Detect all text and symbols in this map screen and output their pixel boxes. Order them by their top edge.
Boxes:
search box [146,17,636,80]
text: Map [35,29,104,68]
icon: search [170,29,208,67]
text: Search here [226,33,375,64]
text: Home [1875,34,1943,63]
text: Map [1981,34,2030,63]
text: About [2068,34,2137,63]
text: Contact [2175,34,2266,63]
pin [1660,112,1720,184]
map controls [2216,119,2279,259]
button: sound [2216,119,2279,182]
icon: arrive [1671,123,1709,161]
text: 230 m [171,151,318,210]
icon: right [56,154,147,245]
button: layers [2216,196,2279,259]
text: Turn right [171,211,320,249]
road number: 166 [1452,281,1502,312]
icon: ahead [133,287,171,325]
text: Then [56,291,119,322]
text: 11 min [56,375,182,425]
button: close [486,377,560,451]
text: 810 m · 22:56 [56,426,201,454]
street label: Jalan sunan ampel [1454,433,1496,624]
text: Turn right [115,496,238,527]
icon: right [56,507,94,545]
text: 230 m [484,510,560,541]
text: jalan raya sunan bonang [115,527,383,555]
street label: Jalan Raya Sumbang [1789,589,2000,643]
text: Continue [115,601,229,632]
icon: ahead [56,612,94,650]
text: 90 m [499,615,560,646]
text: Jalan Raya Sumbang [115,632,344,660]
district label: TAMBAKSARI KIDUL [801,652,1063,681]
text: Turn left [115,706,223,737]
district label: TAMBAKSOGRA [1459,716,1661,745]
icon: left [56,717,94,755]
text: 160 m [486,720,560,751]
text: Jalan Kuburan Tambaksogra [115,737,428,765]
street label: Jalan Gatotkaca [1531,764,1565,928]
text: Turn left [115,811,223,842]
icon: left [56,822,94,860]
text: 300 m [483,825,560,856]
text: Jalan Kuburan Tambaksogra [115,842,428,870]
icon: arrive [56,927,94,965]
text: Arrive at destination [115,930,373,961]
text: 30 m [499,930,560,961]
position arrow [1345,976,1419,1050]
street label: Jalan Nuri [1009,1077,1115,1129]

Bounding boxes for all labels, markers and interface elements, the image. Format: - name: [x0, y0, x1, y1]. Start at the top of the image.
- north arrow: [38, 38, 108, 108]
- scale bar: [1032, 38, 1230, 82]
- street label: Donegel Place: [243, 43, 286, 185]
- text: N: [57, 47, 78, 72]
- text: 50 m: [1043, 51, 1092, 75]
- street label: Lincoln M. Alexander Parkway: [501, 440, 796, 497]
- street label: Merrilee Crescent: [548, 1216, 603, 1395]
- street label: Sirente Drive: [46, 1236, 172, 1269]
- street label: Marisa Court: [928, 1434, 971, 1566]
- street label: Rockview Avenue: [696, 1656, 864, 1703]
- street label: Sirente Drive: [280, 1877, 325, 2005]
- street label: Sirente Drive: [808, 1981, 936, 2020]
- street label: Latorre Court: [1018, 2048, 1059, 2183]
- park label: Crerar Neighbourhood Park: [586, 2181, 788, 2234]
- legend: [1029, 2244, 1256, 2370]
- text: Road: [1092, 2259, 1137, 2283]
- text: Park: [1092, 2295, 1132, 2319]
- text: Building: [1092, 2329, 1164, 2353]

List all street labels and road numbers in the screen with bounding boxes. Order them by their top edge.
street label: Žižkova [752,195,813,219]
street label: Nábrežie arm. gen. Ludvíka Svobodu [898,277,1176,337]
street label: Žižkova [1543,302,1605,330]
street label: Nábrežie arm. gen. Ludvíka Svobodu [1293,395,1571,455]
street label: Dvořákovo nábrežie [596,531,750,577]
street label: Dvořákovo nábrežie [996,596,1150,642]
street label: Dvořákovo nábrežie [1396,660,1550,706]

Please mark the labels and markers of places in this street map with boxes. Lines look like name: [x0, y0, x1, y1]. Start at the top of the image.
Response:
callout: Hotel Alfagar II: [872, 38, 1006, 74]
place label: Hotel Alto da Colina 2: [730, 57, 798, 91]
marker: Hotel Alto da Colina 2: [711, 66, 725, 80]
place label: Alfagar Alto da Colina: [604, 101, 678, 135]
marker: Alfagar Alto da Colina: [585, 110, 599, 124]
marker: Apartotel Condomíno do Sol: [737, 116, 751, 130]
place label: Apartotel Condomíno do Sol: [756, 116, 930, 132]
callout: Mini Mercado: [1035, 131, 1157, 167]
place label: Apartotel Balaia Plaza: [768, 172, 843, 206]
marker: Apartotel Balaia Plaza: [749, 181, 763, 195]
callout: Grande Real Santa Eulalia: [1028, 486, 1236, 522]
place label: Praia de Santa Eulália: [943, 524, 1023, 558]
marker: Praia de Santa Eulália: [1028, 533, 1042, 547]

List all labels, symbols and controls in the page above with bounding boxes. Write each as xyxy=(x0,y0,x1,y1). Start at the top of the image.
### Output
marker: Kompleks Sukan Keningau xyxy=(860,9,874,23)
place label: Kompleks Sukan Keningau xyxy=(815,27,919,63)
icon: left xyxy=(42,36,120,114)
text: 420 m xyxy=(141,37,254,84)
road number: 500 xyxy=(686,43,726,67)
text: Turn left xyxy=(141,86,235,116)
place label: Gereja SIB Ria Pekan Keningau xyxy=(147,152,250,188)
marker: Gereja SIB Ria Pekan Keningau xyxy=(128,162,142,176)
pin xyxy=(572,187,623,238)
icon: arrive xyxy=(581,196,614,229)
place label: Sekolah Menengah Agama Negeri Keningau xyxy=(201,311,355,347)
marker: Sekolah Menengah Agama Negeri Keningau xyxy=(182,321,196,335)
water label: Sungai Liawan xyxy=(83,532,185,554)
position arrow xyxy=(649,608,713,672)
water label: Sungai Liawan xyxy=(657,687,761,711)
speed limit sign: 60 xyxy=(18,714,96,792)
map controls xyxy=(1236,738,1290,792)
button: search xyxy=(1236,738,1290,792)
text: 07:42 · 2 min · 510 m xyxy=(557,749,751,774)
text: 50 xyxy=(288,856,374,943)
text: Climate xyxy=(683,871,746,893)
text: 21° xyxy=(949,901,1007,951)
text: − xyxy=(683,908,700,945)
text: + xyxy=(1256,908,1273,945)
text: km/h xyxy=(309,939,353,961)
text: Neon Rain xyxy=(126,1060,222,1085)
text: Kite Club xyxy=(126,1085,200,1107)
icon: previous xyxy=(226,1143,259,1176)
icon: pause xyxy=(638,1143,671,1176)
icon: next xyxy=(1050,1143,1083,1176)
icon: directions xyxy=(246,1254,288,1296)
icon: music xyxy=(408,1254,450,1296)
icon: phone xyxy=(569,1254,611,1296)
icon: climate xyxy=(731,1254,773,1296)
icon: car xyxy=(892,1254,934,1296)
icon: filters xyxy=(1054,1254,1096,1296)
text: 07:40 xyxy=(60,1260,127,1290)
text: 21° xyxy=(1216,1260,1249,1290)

◆ ◆ ◆ ◆

What is needed is an exact repetition of all the entries above.

PROBLEM SOLUTION:
Detect all text and symbols in this map screen and output their pixel boxes. Order them by their top edge.
Boxes:
search box [146,17,636,80]
text: Map [35,29,104,68]
icon: search [170,29,208,67]
text: Search here [226,33,375,64]
text: Home [1875,34,1943,63]
text: Map [1981,34,2030,63]
text: About [2068,34,2137,63]
text: Contact [2175,34,2266,63]
pin [1660,112,1720,184]
map controls [2216,119,2279,259]
button: sound [2216,119,2279,182]
icon: arrive [1671,123,1709,161]
text: 230 m [171,151,318,210]
icon: right [56,154,147,245]
button: layers [2216,196,2279,259]
text: Turn right [171,211,320,249]
road number: 166 [1452,281,1502,312]
icon: ahead [133,287,171,325]
text: Then [56,291,119,322]
text: 11 min [56,375,182,425]
button: close [486,377,560,451]
text: 810 m · 22:56 [56,426,201,454]
street label: Jalan sunan ampel [1454,433,1496,624]
text: Turn right [115,496,238,527]
icon: right [56,507,94,545]
text: 230 m [484,510,560,541]
text: jalan raya sunan bonang [115,527,383,555]
street label: Jalan Raya Sumbang [1789,589,2000,643]
text: Continue [115,601,229,632]
icon: ahead [56,612,94,650]
text: 90 m [499,615,560,646]
text: Jalan Raya Sumbang [115,632,344,660]
district label: TAMBAKSARI KIDUL [801,652,1063,681]
text: Turn left [115,706,223,737]
district label: TAMBAKSOGRA [1459,716,1661,745]
icon: left [56,717,94,755]
text: 160 m [486,720,560,751]
text: Jalan Kuburan Tambaksogra [115,737,428,765]
street label: Jalan Gatotkaca [1531,764,1565,928]
text: Turn left [115,811,223,842]
icon: left [56,822,94,860]
text: 300 m [483,825,560,856]
text: Jalan Kuburan Tambaksogra [115,842,428,870]
icon: arrive [56,927,94,965]
text: Arrive at destination [115,930,373,961]
text: 30 m [499,930,560,961]
position arrow [1345,976,1419,1050]
street label: Jalan Nuri [1009,1077,1115,1129]

Bounding boxes for all labels, markers and interface elements, the image. Format: - name: [x0, y0, x1, y1]. Start at the top of the image.
- north arrow: [38, 38, 108, 108]
- scale bar: [1032, 38, 1230, 82]
- street label: Donegel Place: [243, 43, 286, 185]
- text: N: [57, 47, 78, 72]
- text: 50 m: [1043, 51, 1092, 75]
- street label: Lincoln M. Alexander Parkway: [501, 440, 796, 497]
- street label: Merrilee Crescent: [548, 1216, 603, 1395]
- street label: Sirente Drive: [46, 1236, 172, 1269]
- street label: Marisa Court: [928, 1434, 971, 1566]
- street label: Rockview Avenue: [696, 1656, 864, 1703]
- street label: Sirente Drive: [280, 1877, 325, 2005]
- street label: Sirente Drive: [808, 1981, 936, 2020]
- street label: Latorre Court: [1018, 2048, 1059, 2183]
- park label: Crerar Neighbourhood Park: [586, 2181, 788, 2234]
- legend: [1029, 2244, 1256, 2370]
- text: Road: [1092, 2259, 1137, 2283]
- text: Park: [1092, 2295, 1132, 2319]
- text: Building: [1092, 2329, 1164, 2353]

List all street labels and road numbers in the screen with bounding boxes. Order them by their top edge.
street label: Žižkova [752,195,813,219]
street label: Nábrežie arm. gen. Ludvíka Svobodu [898,277,1176,337]
street label: Žižkova [1543,302,1605,330]
street label: Nábrežie arm. gen. Ludvíka Svobodu [1293,395,1571,455]
street label: Dvořákovo nábrežie [596,531,750,577]
street label: Dvořákovo nábrežie [996,596,1150,642]
street label: Dvořákovo nábrežie [1396,660,1550,706]

Please mark the labels and markers of places in this street map with boxes. Lines look like name: [x0, y0, x1, y1]. Start at the top of the image.
Response:
callout: Hotel Alfagar II: [872, 38, 1006, 74]
place label: Hotel Alto da Colina 2: [730, 57, 798, 91]
marker: Hotel Alto da Colina 2: [711, 66, 725, 80]
place label: Alfagar Alto da Colina: [604, 101, 678, 135]
marker: Alfagar Alto da Colina: [585, 110, 599, 124]
marker: Apartotel Condomíno do Sol: [737, 116, 751, 130]
place label: Apartotel Condomíno do Sol: [756, 116, 930, 132]
callout: Mini Mercado: [1035, 131, 1157, 167]
place label: Apartotel Balaia Plaza: [768, 172, 843, 206]
marker: Apartotel Balaia Plaza: [749, 181, 763, 195]
callout: Grande Real Santa Eulalia: [1028, 486, 1236, 522]
place label: Praia de Santa Eulália: [943, 524, 1023, 558]
marker: Praia de Santa Eulália: [1028, 533, 1042, 547]

List all labels, symbols and controls in the page above with bounding boxes. Write each as xyxy=(x0,y0,x1,y1). Start at the top of the image.
### Output
marker: Kompleks Sukan Keningau xyxy=(860,9,874,23)
place label: Kompleks Sukan Keningau xyxy=(815,27,919,63)
icon: left xyxy=(42,36,120,114)
text: 420 m xyxy=(141,37,254,84)
road number: 500 xyxy=(686,43,726,67)
text: Turn left xyxy=(141,86,235,116)
place label: Gereja SIB Ria Pekan Keningau xyxy=(147,152,250,188)
marker: Gereja SIB Ria Pekan Keningau xyxy=(128,162,142,176)
pin xyxy=(572,187,623,238)
icon: arrive xyxy=(581,196,614,229)
place label: Sekolah Menengah Agama Negeri Keningau xyxy=(201,311,355,347)
marker: Sekolah Menengah Agama Negeri Keningau xyxy=(182,321,196,335)
water label: Sungai Liawan xyxy=(83,532,185,554)
position arrow xyxy=(649,608,713,672)
water label: Sungai Liawan xyxy=(657,687,761,711)
speed limit sign: 60 xyxy=(18,714,96,792)
map controls xyxy=(1236,738,1290,792)
button: search xyxy=(1236,738,1290,792)
text: 07:42 · 2 min · 510 m xyxy=(557,749,751,774)
text: 50 xyxy=(288,856,374,943)
text: Climate xyxy=(683,871,746,893)
text: 21° xyxy=(949,901,1007,951)
text: − xyxy=(683,908,700,945)
text: + xyxy=(1256,908,1273,945)
text: km/h xyxy=(309,939,353,961)
text: Neon Rain xyxy=(126,1060,222,1085)
text: Kite Club xyxy=(126,1085,200,1107)
icon: previous xyxy=(226,1143,259,1176)
icon: pause xyxy=(638,1143,671,1176)
icon: next xyxy=(1050,1143,1083,1176)
icon: directions xyxy=(246,1254,288,1296)
icon: music xyxy=(408,1254,450,1296)
icon: phone xyxy=(569,1254,611,1296)
icon: climate xyxy=(731,1254,773,1296)
icon: car xyxy=(892,1254,934,1296)
icon: filters xyxy=(1054,1254,1096,1296)
text: 07:40 xyxy=(60,1260,127,1290)
text: 21° xyxy=(1216,1260,1249,1290)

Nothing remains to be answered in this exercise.